Lanning Pharmacy, she said, was hopeful that communication and trust could be restored between it and the hospital. She asked the board to approve an independent audit Tuesday night.

Board president John Wheeler said the board could not make that promise Tuesday.

“I think we need a little more time,” he said, noting that neither the hospital’s attorney nor its 340b consultant was able to attend the meeting.

There were murmurs from the crowd at that point. An attorney from Foulston Siefken, a Wichita firm that represents the hospital, actually was present at the meeting. However, Wheeler later said that she was not the hospital’s regular attorney.

“Do you have a time frame that we will have communication?” Lanning asked.

Wheeler asked when she wanted that to happen.

“Today,” Lanning said. “I mean, I’ve waited three months.”

Winkler, who earlier told Record reporter Phyllis Zorn that Ensey had told the board last month about St. Luke’s plans to open a pharmacy, denied saying such. Another board member backed up his denial.

“He did not say that, and I did not hear that,” Winkler said.

“I told Phyllis it was something to keep in the back of your mind,” Winkler told another reporter Tuesday.

Winkler handed out copies of Lanning’s comments to attendees of the board meeting.

Winkler claimed Tuesday that he didn’t know Zorn had been writing a story, even though she recalls telling him that she was. The initial contact between them was over his resignation from the board — a resignation he later unsuccessfully sought to rescind.

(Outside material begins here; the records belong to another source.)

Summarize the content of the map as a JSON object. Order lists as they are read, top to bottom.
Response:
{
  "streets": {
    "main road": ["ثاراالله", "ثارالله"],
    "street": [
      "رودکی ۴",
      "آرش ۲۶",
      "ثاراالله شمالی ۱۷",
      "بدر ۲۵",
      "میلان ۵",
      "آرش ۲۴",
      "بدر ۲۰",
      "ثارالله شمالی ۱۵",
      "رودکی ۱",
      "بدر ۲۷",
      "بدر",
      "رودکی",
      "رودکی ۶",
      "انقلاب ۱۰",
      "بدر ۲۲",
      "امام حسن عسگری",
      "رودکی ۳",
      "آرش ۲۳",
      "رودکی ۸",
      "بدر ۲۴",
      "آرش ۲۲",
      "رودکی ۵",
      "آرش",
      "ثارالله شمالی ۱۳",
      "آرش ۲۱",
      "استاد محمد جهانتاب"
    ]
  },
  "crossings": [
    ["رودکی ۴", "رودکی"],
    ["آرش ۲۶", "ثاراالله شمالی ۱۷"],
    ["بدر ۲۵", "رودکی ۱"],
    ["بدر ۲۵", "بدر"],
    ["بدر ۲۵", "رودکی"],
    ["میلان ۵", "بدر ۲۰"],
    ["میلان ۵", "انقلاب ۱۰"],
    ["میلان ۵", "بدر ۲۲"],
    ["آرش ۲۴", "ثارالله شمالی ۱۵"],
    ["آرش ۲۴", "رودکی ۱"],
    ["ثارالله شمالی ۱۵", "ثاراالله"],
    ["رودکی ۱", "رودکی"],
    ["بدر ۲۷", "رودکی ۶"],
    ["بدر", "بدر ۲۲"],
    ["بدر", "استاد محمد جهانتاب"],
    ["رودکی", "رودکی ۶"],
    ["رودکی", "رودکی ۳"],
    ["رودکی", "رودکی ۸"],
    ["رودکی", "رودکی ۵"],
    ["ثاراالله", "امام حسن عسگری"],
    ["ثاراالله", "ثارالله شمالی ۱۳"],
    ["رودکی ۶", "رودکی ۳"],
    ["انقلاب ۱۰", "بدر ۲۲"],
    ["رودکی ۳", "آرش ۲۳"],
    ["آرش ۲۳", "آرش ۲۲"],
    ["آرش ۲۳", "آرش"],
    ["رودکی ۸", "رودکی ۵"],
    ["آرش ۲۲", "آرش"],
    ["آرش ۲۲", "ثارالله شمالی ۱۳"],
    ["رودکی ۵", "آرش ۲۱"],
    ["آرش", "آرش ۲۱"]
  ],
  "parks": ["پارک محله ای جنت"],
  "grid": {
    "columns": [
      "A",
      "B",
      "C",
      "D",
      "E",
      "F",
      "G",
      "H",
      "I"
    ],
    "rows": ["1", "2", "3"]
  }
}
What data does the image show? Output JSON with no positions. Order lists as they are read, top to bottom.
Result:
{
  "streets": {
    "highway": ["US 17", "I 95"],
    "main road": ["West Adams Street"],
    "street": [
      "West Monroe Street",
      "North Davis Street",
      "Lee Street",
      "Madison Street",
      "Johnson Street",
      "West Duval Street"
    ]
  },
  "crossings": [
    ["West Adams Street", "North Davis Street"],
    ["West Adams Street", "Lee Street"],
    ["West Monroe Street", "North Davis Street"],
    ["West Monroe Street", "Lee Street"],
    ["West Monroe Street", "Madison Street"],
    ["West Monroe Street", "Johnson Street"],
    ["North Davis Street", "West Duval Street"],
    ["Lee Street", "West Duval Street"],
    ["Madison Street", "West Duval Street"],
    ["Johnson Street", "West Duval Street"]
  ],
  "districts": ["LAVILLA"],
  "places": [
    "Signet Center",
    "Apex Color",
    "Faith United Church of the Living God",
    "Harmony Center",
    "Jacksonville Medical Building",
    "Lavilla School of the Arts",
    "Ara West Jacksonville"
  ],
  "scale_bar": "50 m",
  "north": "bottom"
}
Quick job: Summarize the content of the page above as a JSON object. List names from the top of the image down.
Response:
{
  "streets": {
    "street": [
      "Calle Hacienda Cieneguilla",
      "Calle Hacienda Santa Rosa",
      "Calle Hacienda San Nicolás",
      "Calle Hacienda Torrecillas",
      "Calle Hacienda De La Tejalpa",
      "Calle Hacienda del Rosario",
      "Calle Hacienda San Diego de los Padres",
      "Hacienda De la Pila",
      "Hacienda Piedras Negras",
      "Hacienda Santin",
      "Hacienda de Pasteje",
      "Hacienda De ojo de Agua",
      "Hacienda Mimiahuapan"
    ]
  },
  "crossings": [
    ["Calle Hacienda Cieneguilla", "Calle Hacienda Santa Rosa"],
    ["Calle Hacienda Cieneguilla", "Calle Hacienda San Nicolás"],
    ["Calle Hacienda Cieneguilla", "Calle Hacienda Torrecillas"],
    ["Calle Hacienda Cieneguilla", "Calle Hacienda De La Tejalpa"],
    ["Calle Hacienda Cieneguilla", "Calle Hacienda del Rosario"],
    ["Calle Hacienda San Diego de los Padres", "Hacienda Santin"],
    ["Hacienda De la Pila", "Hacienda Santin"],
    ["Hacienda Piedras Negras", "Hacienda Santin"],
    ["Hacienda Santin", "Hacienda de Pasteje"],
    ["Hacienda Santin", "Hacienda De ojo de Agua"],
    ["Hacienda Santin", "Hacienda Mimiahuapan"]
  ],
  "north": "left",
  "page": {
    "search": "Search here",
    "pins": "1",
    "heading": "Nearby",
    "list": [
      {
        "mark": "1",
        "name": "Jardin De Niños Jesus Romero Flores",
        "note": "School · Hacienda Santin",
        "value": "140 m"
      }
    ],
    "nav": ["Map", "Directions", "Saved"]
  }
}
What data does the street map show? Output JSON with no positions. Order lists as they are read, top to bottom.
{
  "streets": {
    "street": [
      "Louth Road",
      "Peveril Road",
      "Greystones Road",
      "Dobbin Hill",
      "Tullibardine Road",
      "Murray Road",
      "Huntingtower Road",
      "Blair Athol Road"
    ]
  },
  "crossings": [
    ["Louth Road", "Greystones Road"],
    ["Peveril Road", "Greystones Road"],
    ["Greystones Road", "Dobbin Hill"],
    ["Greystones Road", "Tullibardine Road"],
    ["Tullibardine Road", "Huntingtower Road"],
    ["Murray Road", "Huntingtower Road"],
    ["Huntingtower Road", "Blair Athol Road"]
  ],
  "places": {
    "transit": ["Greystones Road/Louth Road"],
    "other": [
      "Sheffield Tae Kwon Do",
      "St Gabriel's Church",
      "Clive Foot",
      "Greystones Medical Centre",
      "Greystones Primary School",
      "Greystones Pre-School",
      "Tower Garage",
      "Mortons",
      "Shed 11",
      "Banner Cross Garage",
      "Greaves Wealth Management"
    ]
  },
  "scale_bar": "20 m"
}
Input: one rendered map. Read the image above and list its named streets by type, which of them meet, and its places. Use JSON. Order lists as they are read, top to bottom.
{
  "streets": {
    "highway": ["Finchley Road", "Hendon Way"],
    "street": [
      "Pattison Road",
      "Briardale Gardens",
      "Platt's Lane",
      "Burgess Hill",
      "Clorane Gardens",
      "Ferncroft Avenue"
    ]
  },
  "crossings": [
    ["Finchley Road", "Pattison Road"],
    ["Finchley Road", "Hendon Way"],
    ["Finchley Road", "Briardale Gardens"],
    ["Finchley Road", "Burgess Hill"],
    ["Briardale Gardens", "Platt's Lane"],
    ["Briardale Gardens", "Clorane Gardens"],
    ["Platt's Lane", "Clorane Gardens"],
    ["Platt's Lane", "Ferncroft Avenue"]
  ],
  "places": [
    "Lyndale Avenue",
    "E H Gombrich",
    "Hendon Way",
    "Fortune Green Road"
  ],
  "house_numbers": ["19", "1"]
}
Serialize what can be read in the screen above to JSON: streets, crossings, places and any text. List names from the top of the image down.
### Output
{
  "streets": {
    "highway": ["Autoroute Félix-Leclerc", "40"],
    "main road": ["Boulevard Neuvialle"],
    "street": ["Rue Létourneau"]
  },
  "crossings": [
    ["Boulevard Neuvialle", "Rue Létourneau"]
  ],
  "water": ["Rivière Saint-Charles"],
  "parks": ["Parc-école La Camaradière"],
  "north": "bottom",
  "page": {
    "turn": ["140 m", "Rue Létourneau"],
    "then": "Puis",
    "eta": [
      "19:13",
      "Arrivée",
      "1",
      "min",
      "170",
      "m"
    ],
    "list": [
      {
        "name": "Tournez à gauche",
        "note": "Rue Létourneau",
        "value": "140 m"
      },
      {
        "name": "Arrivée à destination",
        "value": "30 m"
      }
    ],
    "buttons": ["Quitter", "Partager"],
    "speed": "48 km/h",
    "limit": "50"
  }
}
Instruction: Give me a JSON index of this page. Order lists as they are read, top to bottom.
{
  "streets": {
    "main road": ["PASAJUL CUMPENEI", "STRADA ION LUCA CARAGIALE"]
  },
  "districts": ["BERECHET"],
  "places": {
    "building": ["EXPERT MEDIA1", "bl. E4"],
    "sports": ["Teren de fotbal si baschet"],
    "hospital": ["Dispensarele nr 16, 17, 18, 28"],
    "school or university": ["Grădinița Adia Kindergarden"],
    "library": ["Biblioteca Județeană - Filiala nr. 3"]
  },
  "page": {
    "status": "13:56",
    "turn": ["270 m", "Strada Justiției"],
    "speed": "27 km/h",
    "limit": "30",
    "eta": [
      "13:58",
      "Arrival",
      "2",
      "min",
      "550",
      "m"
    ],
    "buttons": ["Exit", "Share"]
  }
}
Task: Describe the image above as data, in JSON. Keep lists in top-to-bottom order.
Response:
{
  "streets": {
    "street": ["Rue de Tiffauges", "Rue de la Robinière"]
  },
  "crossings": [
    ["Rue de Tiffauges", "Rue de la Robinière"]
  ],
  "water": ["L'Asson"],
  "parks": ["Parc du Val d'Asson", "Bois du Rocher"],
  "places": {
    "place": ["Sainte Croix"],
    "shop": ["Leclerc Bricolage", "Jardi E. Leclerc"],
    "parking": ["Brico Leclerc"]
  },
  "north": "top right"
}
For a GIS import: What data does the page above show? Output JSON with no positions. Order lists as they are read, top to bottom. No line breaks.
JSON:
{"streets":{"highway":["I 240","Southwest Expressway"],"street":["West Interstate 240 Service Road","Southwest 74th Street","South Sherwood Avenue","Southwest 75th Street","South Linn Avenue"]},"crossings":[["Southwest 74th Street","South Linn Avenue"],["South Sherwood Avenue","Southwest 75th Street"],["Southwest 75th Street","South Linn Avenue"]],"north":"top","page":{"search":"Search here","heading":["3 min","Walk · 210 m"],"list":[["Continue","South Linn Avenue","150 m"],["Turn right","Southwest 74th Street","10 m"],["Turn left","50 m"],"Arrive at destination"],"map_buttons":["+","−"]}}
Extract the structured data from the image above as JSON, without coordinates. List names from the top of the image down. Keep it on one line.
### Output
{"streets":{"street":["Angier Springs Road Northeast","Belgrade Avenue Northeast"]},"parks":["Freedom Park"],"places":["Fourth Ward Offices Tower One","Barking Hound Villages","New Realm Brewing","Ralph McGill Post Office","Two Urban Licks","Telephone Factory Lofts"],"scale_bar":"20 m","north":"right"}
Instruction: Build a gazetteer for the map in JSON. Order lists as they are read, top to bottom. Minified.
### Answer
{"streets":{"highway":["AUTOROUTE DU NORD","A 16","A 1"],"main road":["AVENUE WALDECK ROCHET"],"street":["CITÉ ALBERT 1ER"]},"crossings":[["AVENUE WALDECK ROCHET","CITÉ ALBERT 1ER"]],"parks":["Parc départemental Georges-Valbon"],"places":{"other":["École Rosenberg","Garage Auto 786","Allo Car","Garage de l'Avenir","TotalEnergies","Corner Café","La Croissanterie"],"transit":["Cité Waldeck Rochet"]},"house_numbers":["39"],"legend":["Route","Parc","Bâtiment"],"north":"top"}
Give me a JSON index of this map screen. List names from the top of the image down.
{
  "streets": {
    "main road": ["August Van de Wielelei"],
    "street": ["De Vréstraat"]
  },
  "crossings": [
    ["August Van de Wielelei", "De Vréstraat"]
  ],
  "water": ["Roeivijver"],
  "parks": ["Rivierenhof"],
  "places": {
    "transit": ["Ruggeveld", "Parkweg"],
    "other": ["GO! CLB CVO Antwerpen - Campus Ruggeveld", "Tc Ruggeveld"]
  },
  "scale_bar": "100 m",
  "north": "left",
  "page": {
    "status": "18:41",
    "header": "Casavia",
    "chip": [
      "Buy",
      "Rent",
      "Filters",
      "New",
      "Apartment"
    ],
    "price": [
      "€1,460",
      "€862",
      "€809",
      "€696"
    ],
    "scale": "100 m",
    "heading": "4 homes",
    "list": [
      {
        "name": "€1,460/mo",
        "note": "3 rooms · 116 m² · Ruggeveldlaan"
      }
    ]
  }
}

“I was told by the chairman of the board that I was no longer on the board,” Winkler said, referring to Wheeler.

The board unanimously swore in Sheriff Jeff Soyez as Winkler’s replacement Tuesday.

Soyez said after the meeting that Ensey had resigned on his own.

Wheeler declined to comment further about Ensey’s resignation, which he said would take effect in 90 days. Wheeler said he needed more time to think about the issues involved.

“It was a lot,” he said of Tuesday’s meeting.

Board member Roger Hannaford also declined to comment at this time but said he was surprised.